What to produce: Which of the lines in the listing that follows hold "JSON"? Pull each one out.

--------------------------------

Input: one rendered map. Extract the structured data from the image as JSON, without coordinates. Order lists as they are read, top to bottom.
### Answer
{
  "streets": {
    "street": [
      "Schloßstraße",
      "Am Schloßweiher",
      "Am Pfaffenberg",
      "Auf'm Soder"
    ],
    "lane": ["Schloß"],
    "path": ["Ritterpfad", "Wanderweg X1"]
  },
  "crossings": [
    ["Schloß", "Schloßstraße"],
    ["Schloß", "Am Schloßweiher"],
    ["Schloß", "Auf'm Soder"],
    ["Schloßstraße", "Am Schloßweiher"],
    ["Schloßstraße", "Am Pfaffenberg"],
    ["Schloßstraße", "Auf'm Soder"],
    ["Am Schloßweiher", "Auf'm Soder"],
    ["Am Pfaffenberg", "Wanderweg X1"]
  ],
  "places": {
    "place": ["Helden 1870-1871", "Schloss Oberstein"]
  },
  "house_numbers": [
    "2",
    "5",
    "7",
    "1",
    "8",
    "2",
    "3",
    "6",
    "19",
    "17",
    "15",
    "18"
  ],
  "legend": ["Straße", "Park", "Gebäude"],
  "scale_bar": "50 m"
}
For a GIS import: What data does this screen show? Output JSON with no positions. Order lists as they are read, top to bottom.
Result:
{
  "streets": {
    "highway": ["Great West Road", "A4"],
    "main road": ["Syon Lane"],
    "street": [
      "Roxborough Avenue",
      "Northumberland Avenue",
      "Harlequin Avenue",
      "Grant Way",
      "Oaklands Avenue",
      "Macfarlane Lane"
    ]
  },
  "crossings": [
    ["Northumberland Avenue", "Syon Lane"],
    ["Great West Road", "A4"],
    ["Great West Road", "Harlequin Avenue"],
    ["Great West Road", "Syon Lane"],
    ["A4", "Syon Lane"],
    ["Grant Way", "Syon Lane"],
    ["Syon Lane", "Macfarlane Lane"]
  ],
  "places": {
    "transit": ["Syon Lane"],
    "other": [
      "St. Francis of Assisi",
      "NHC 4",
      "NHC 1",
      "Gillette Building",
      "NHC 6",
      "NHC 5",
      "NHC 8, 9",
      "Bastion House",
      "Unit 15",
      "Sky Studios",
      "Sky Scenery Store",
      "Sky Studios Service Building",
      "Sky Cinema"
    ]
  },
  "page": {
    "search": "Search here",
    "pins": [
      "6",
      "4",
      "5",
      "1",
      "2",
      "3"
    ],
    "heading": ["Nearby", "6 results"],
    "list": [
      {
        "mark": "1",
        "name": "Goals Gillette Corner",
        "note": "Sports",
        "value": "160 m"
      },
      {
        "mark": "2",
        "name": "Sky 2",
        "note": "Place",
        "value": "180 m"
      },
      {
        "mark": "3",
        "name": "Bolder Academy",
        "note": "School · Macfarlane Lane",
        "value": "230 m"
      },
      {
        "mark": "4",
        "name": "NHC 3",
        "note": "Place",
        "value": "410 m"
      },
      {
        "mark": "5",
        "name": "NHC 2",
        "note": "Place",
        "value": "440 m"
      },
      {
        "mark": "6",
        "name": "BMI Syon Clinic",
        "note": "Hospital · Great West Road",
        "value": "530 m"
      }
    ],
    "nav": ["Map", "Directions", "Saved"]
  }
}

--------------------------------

Response box:
Input: one rendered map. Extract the structured data from the image as JSON, without coordinates. Order lists as they are read, top to bottom.
For a GIS import: What data does this screen show? Output JSON with no positions. Order lists as they are read, top to bottom.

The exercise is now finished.